* Requirement *
Which lines of the listing below contain the word "Instruction"? Return them.

* Input data *
::::::::::
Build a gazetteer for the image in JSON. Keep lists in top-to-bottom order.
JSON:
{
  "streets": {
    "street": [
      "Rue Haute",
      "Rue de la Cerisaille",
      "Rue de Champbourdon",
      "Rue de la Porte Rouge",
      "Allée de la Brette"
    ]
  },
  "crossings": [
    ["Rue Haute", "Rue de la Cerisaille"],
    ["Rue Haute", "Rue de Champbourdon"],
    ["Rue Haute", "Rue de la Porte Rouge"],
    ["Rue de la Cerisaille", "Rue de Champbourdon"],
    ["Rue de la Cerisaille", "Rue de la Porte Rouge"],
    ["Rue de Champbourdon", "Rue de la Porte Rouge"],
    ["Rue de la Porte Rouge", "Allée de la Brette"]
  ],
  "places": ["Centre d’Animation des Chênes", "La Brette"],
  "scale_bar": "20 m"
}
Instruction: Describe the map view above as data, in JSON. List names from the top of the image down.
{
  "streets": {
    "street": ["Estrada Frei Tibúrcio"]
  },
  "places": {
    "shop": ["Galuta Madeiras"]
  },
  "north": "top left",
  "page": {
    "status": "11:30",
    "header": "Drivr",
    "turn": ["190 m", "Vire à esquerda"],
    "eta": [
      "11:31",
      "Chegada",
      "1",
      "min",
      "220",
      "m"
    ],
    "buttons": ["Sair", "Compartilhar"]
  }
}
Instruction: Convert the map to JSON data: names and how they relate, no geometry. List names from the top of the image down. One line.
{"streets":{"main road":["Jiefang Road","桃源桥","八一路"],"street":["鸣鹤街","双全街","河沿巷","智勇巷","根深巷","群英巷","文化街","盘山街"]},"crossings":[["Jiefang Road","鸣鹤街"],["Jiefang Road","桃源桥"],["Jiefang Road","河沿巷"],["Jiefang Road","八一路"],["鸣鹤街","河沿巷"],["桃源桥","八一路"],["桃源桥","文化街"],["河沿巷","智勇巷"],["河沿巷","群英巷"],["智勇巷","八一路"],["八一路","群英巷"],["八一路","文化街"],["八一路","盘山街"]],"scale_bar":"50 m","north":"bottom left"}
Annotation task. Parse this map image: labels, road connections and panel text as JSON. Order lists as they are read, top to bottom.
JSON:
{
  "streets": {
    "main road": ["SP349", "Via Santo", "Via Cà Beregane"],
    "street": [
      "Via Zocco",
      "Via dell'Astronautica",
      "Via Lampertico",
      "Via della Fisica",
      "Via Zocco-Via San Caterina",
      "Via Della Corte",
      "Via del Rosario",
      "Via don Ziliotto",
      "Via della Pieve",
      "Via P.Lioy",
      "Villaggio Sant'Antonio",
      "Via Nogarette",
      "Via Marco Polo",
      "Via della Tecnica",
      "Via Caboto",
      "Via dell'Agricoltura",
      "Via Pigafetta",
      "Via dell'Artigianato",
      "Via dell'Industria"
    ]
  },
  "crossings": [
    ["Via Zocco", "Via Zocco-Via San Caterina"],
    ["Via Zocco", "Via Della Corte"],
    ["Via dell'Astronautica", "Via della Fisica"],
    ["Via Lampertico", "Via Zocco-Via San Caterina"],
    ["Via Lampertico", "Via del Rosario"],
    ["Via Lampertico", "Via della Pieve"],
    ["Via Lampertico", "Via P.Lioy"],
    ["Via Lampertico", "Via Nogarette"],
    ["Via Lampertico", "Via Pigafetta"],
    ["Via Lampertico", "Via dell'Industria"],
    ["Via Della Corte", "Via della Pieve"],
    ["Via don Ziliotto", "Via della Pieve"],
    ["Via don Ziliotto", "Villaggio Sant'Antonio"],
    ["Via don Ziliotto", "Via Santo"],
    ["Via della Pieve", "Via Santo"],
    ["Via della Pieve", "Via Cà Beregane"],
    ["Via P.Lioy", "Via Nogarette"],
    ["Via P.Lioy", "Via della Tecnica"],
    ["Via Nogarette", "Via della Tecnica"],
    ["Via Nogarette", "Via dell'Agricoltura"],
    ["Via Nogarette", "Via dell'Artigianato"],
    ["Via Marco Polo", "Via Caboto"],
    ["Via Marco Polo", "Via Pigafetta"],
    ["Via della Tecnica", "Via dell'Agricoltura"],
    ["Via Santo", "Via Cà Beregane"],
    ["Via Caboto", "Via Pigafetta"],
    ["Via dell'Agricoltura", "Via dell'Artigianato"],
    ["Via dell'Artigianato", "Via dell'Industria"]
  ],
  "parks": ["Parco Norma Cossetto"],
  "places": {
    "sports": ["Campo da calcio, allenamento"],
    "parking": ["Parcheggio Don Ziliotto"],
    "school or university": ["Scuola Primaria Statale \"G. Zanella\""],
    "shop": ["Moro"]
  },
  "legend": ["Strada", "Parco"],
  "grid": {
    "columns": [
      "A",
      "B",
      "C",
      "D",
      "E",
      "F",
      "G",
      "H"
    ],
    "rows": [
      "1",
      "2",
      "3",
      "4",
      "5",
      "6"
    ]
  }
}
::::::::::
* Task solution *
Instruction: Describe the map view above as data, in JSON. List names from the top of the image down.
Instruction: Convert the map to JSON data: names and how they relate, no geometry. List names from the top of the image down. One line.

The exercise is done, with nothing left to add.